I didn't pay any attention to his program, it wasn't formatted with code tags.

All I did was illustrate the relationship between for loops and while loops, and how ridiculously easy it is to convert one into the other.

Friends i have little bit problem in making a c language program.
I have to make a program which prints prime numbers from 1 to 500.
I make this program but with while loop then i was told to make it using for loop, which i tried but failed.
So kindly help me. Thanks
from,
john(pakistan)

int flag=1;
for(int i=2;i<500;i++)      //since 1 and 500 are not prime
{                  
flag=1;
for(int j=2;j<i/2;j++)   //since a no. cannot be divisible by a 
{                                //no. greater than its half.
if(i%j==0)                 //if i is divisible by any no. between 2 & i/2
{
flag=0;
break;
}
}
if(flag==1)
printf("\n",i);
}

> for(int j=2;j<i/2;j++) //since a no. cannot be divisible by a
> { //no. greater than its half.
It's square root of actually, but hey what the heck.

At least it's not the only mistake in your code.

Ok here's my best shot. The key rule for a prime number is:

It has precisely two positive integer factors.

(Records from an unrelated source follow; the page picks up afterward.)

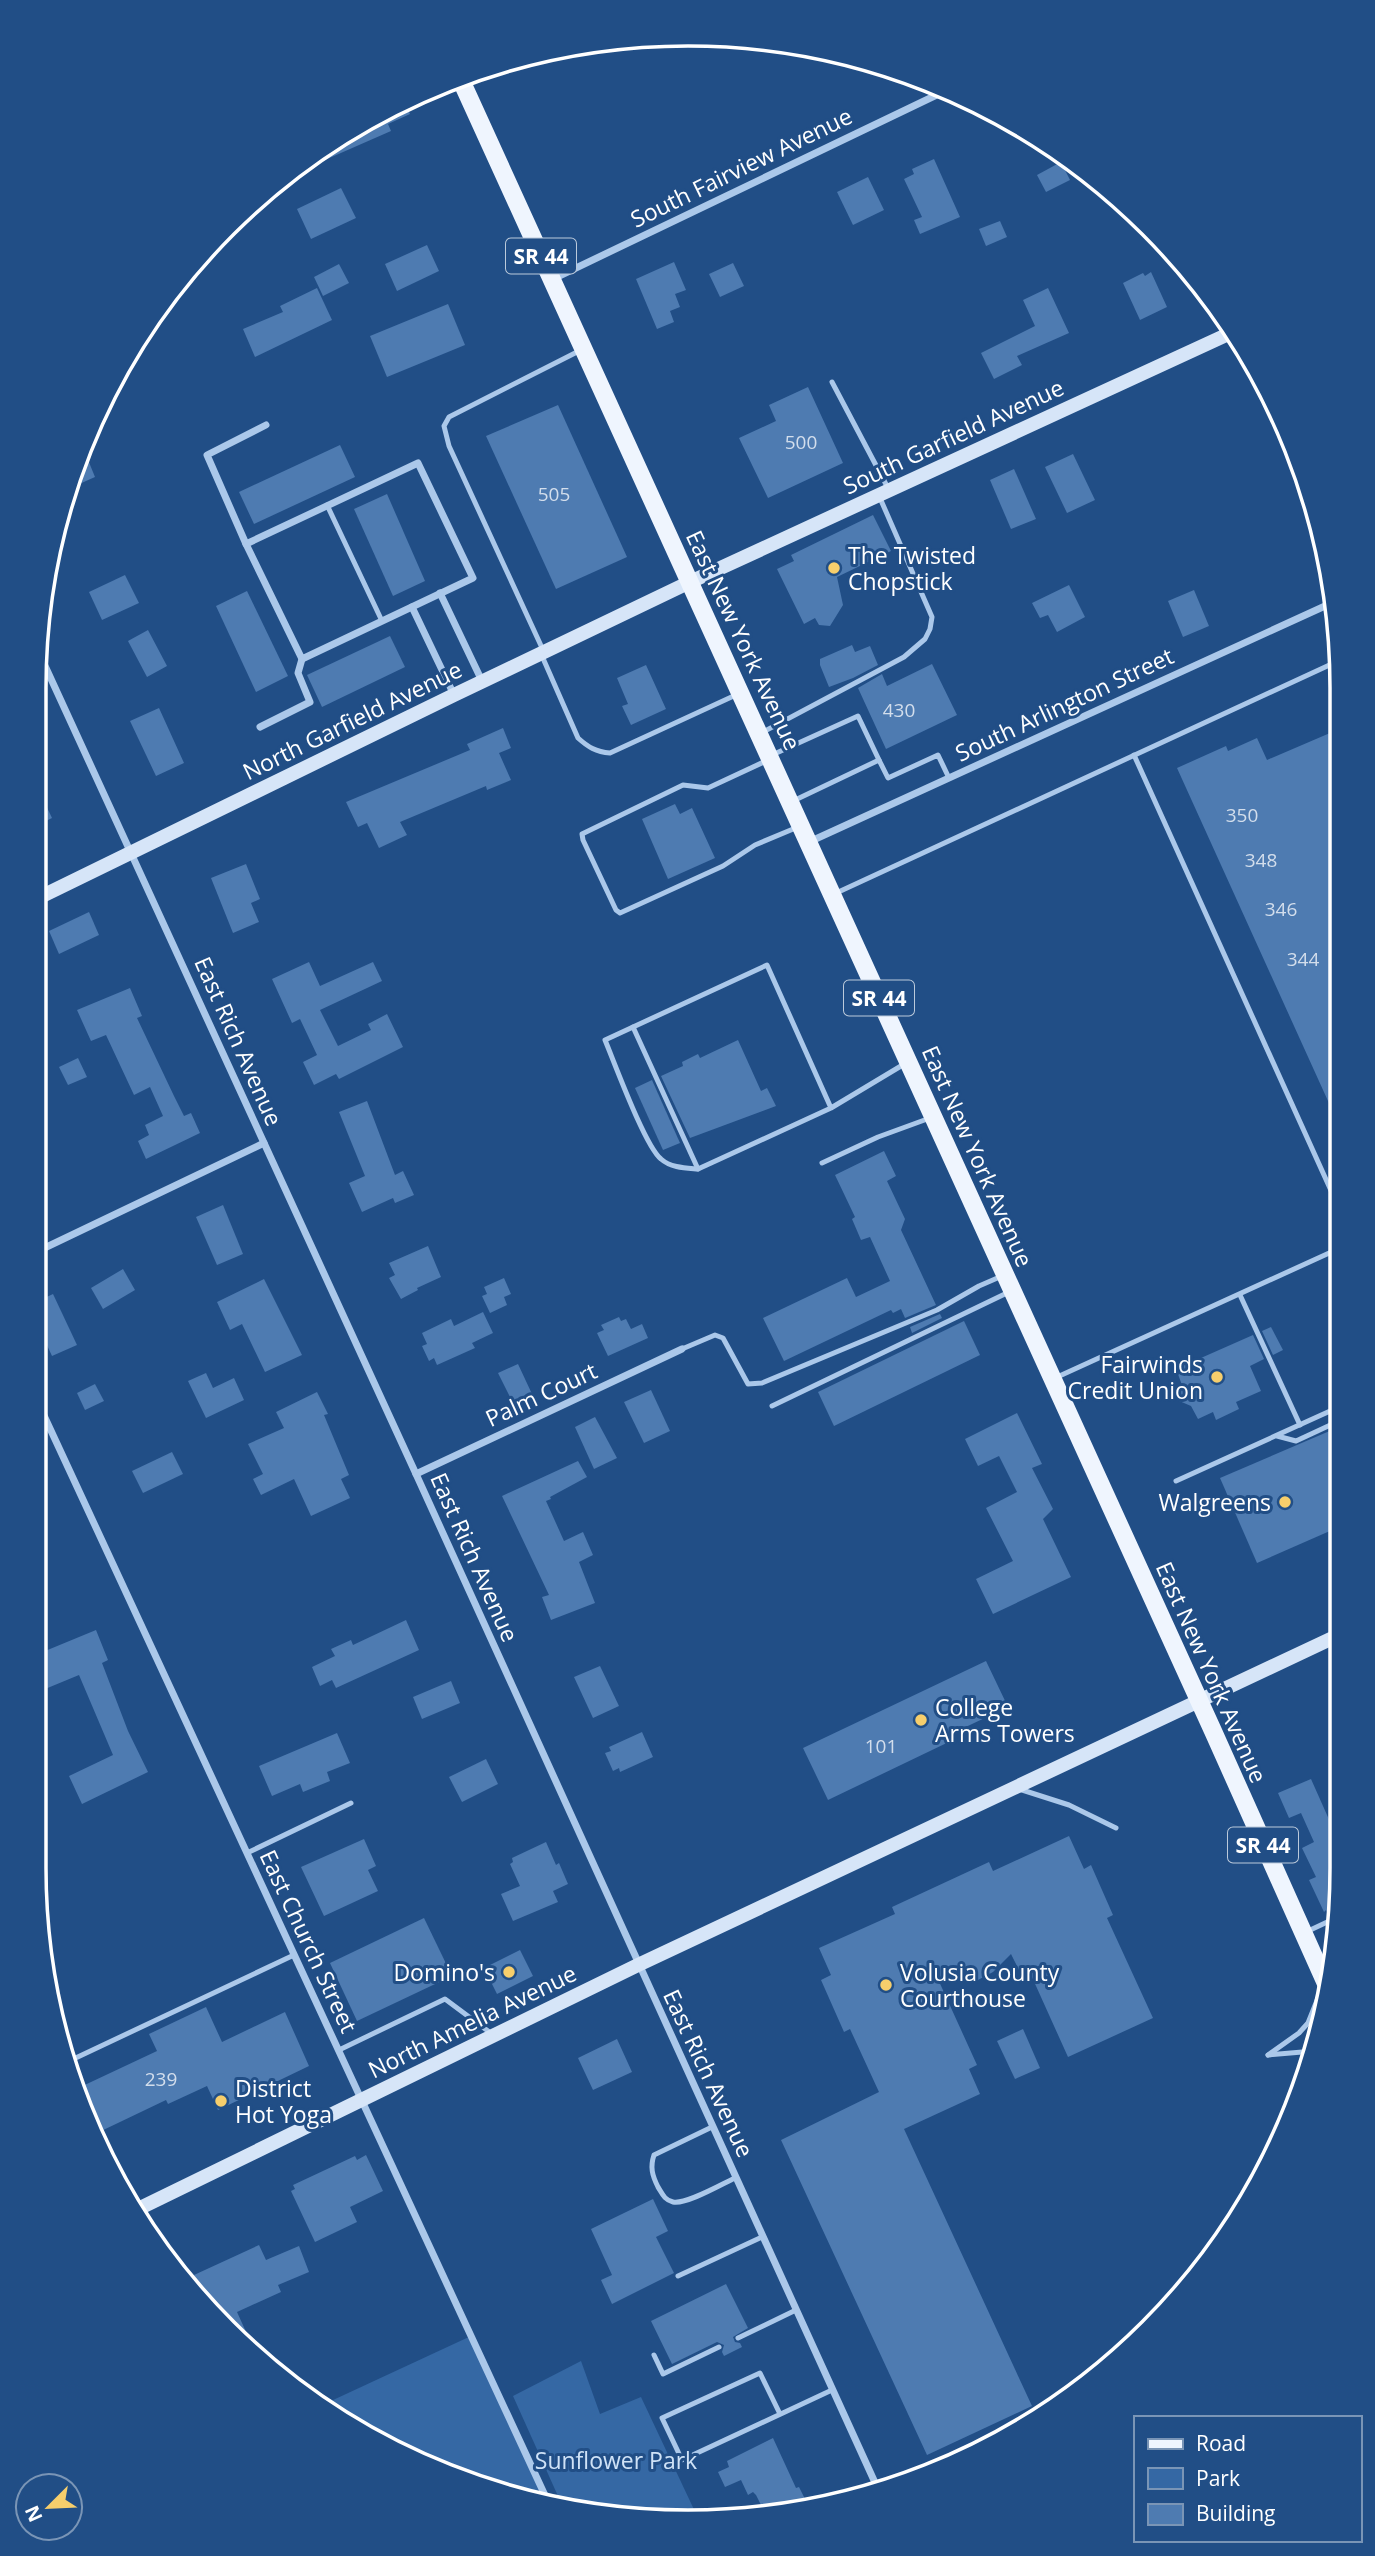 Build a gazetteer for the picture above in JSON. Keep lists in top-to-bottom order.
{
  "streets": {
    "main road": [
      "SR 44",
      "South Garfield Avenue",
      "East New York Avenue",
      "North Garfield Avenue",
      "North Amelia Avenue"
    ],
    "street": [
      "South Fairview Avenue",
      "South Arlington Street",
      "East Rich Avenue",
      "Palm Court",
      "East Church Street"
    ]
  },
  "crossings": [
    ["South Fairview Avenue", "East New York Avenue"],
    ["South Garfield Avenue", "East New York Avenue"],
    ["South Garfield Avenue", "North Garfield Avenue"],
    ["East New York Avenue", "South Arlington Street"],
    ["East New York Avenue", "North Garfield Avenue"],
    ["East New York Avenue", "North Amelia Avenue"],
    ["North Garfield Avenue", "East Rich Avenue"],
    ["East Rich Avenue", "Palm Court"],
    ["East Rich Avenue", "North Amelia Avenue"],
    ["East Church Street", "North Amelia Avenue"]
  ],
  "parks": ["Sunflower Park"],
  "places": [
    "The Twisted Chopstick",
    "Fairwinds Credit Union",
    "Walgreens",
    "College Arms Towers",
    "Domino's",
    "Volusia County Courthouse",
    "District Hot Yoga"
  ],
  "house_numbers": [
    "500",
    "505",
    "430",
    "350",
    "348",
    "346",
    "344",
    "101",
    "239"
  ],
  "legend": ["Road", "Park", "Building"],
  "north": "bottom left"
}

So the neatest solution I can think of counts those and quits the for loop as soon as it's found more than 2 or reached half way to n.

Can anyone better it?

#include <iostream>

using namespace std;

static const int MAX = 500;
static const int MIN = 0;
static const int MAXCOL = 10;

bool isPrime(int r);

int main(int argc, char *argv[])
{
    int col = 0;
    int n;
    
    for(n=MIN; n<=MAX; n++)
      if(isPrime(n)){
          cout << n << '\t';
          col++;
          if(col == MAXCOL){
              cout << '\n';
              col = 0;
          }
      }  
      
  system("PAUSE");	
  return 0;
  
}

bool isPrime(int n)
{
    if((n == 0)||(n == 1))
        return false;
        
    int factors = 2;
            
    for(int i=2; i<=((int)n/2); i++){
        if(n%i == 0){
            factors++;
            break;
        }
    }
            
    if(factors == 2)
        return true;
    
   return false;
}

Ah it's just occured to me what Salem meant by square root !

A revised edition:

#include <iostream>
#include <cmath>

using namespace std;

static const int MAX = 500;
static const int MIN = 0;
static const int MAXCOL = 10;

bool isPrime(int r);

int main(int argc, char *argv[])
{
    int col = 0;
    int n;
    
    for(n=MIN; n<=MAX; n++)
      if(isPrime(n)){
          cout << n << '\t';
          col++;
          if(col == MAXCOL){
              cout << '\n';
              col = 0;
          }
      }  
      
  system("PAUSE");	
  return 0;
  
}

bool isPrime(int n)
{
    if((n == 0)||(n == 1))
        return false;
        
    int factors = 2;
            
    for(int i=2; i<=((int)sqrt((double)n)); i++){
        if(n%i == 0){
            factors++;
            break;
        }
    }
            
    if(factors == 2)
        return true;
    
   return false;
}

Now if only I could make i++ step in primes!

>can anyone better it?

Yes, there are more faster prime number finding Al-Gore-it-hims out there.
http://en.wikipedia.org/wiki/Sieve_of_Atkin

Note I said faster as opposed to efficient. An efficient prime number list finding strategy would be rather elusive.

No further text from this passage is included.